When we base ‘regeneration’ on realising rent values in areas where the poor currently live, but the rich want to, we push poor people out. We don’t solve any problems we just re-locate them to areas where escape from those problems is likely to be made even more difficult.
My best efforts to ‘make a business of improving people through enterprise and effort’ have resulted in endeavours like Progress School, Elsie, Innovation Lab, Community Conversations, Enterprise Coaching and so on. All of these are designed to be accessible to anyone who is looking to make progress for themselves.
The sad truth is that we have wasted millions on telling people that their future lies in self employment and entrepreneurship without ever taking the time to listen respectfully to who they are and what they want.
I have yet to see a regeneration programme that is centred on a respectful engagement of, and response to, individuals who are seeking to make progress without making prior assumptions about means.
I have yet to see a programme that takes seriously the need to help individuals build networks to make lasting changes in how they operate (these networks provide the bedrock for that holy grail we call community).
I have yet to see a programme that recognises that the poor are in every neighbourhood.
I have yet to see a programme that accepts this is long term work. I do remember an RDA director saying that we should not expect too much from an £80m public investment in a Leeds regen project because we are only 15 years into the project….but this is not a defence that is generally accepted!
Our communities are full of ‘outsiders intervening’ and I see this as a major problem. Professional ‘experts’ shipped in to sort out the locals. If people don’t want to be helped we should leave them alone. And we should only work where we are invited; where individuals really want us to help, because they have seen the value of our work. And how many of the mainstream providers offer services that are valued by those they are purporting to help? Very few in my experience.
We do know how to make progress on this stuff and the approaches are affordable and replicable. The key barrier to their development is that the beneficiaries of these approaches have little power, financially or politically, to compete effectively with the mainstream regeneration lobby. Those that influence investment in regeneration are those that control landbanks and their professional service firm partners. Just look at the sponsors of any regeneration conference or local enterprise partnership ‘summit’ and you will see who can afford to invest now to profit later. And they wont be talking about person centred approaches to change. They will be talking about building infrastructure and moulding people to meet the needs of employers (they call this ‘the skills agenda’).

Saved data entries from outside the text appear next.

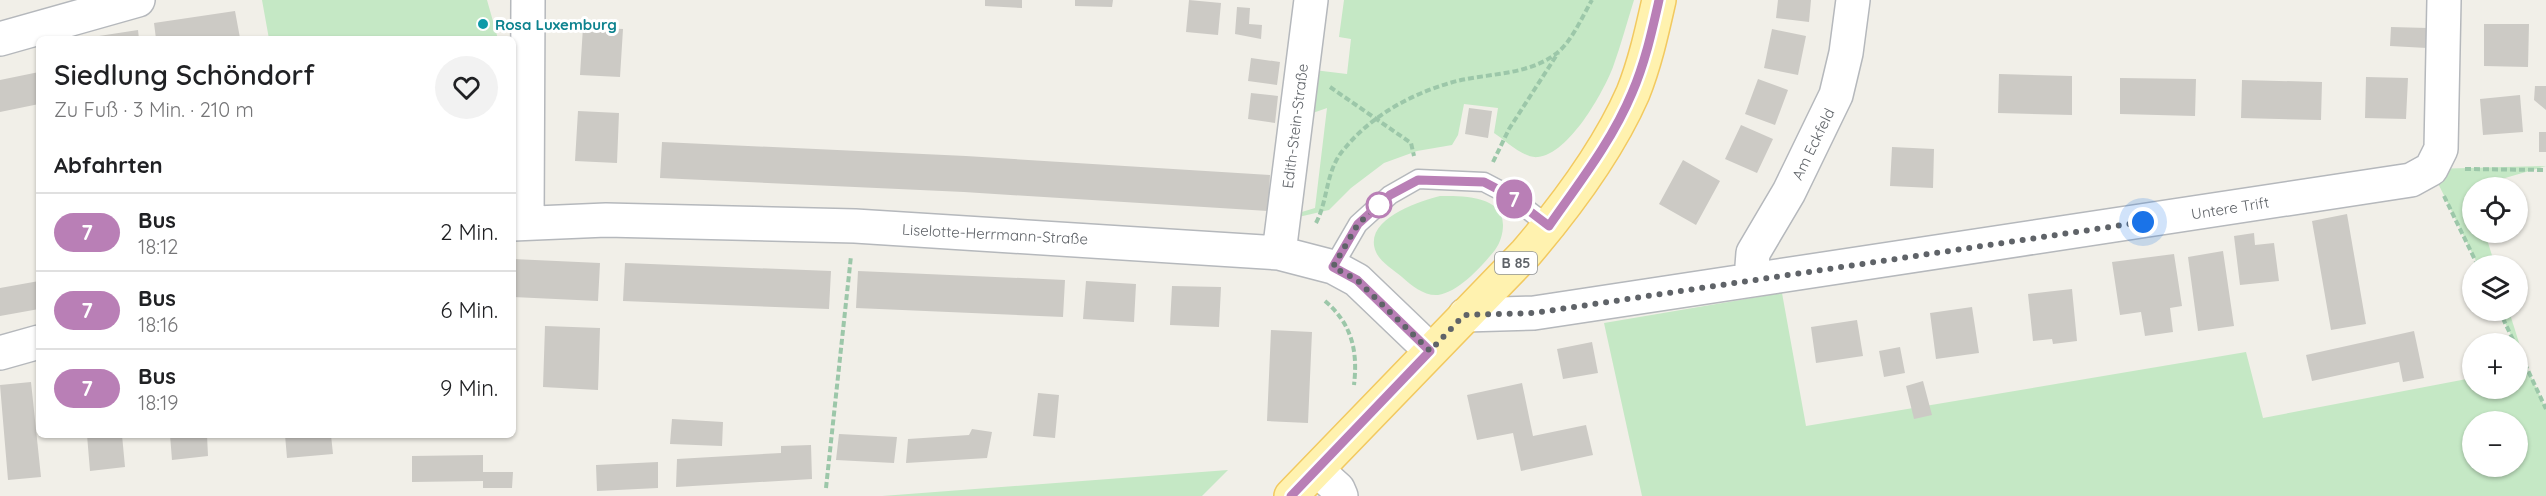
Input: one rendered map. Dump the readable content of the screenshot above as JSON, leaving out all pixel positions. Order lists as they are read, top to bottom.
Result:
{
  "streets": {
    "main road": ["B 85"],
    "street": [
      "Edith-Stein-Straße",
      "Am Eckfeld",
      "Untere Trift",
      "Liselotte-Herrmann-Straße"
    ]
  },
  "crossings": [
    ["Edith-Stein-Straße", "Liselotte-Herrmann-Straße"],
    ["Am Eckfeld", "Untere Trift"],
    ["Untere Trift", "B 85"],
    ["Liselotte-Herrmann-Straße", "B 85"]
  ],
  "places": ["Rosa Luxemburg"],
  "lines": ["bus line 7"],
  "page": {
    "on_map": "7",
    "heading": [
      ["Siedlung Schöndorf", "Zu Fuß · 3 Min. · 210 m"],
      "Abfahrten"
    ],
    "map_buttons": ["+", "−"],
    "list": [
      {
        "mark": "7",
        "name": "Bus",
        "note": "18:12",
        "value": "2 Min."
      },
      {
        "mark": "7",
        "name": "Bus",
        "note": "18:16",
        "value": "6 Min."
      },
      {
        "mark": "7",
        "name": "Bus",
        "note": "18:19",
        "value": "9 Min."
      }
    ]
  }
}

And they wonder why our communities are not more enterprising!
Is it possible to reap a dividend from the success of others? I have much sympathy for the idea. However the journey to ‘break-even’ is often a long one, certainly months if not years. More likely decades before any consistent ‘dividend’ is generated. Few of us doing this work can afford to defer our payments for that long! If you want a quick return on your investment you work with those that already have money and have the shortest journey to break even. Peter Jones and Doug Richards and their ilk are not daft in who they pitch their enterprise products to.
In the current system it is almost impossible to realise any value from working on the enterprise agenda with those that most need our support.